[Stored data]
----------------------------------------
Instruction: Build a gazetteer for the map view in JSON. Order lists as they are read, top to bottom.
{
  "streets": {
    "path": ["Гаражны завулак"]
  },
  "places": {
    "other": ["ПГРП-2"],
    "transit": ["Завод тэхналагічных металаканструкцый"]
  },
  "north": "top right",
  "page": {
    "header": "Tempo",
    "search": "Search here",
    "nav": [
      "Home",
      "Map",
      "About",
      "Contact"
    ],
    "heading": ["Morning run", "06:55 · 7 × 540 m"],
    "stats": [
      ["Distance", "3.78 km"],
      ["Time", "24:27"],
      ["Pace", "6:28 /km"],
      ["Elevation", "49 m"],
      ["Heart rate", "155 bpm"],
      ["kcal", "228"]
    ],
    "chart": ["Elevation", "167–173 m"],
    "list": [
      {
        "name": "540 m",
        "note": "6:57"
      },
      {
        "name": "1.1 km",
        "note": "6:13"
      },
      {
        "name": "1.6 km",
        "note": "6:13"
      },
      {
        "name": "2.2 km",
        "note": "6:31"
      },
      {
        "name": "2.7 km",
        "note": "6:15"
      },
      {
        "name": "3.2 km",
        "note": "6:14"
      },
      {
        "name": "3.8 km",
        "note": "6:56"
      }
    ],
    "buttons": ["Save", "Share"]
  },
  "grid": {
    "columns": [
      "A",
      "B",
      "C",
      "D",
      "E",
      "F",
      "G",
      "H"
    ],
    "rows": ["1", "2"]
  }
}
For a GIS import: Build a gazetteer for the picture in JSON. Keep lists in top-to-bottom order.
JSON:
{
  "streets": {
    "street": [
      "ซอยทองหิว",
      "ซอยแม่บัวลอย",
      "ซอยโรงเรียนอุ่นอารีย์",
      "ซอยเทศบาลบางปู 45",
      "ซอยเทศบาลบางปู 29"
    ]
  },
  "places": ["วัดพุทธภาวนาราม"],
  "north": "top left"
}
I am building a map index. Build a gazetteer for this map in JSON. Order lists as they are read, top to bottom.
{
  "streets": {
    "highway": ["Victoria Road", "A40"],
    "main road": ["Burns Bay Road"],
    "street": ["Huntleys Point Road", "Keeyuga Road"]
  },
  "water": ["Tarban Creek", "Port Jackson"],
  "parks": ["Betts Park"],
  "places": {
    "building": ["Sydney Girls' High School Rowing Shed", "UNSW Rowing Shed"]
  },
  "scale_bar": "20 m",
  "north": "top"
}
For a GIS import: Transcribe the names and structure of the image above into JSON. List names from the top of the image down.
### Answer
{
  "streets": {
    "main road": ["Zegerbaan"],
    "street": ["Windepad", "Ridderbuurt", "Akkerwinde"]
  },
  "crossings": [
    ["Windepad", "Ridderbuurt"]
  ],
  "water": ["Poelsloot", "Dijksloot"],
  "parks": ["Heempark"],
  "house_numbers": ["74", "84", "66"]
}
----------------------------------------
The problem ::
What are the lines from the one with "For a GIS import: Transcribe" through the end of the records above? Set them down exactly, both ends included, and nothing else.

Answer for the task ::
For a GIS import: Transcribe the names and structure of the image above into JSON. List names from the top of the image down.
### Answer
{
  "streets": {
    "main road": ["Zegerbaan"],
    "street": ["Windepad", "Ridderbuurt", "Akkerwinde"]
  },
  "crossings": [
    ["Windepad", "Ridderbuurt"]
  ],
  "water": ["Poelsloot", "Dijksloot"],
  "parks": ["Heempark"],
  "house_numbers": ["74", "84", "66"]
}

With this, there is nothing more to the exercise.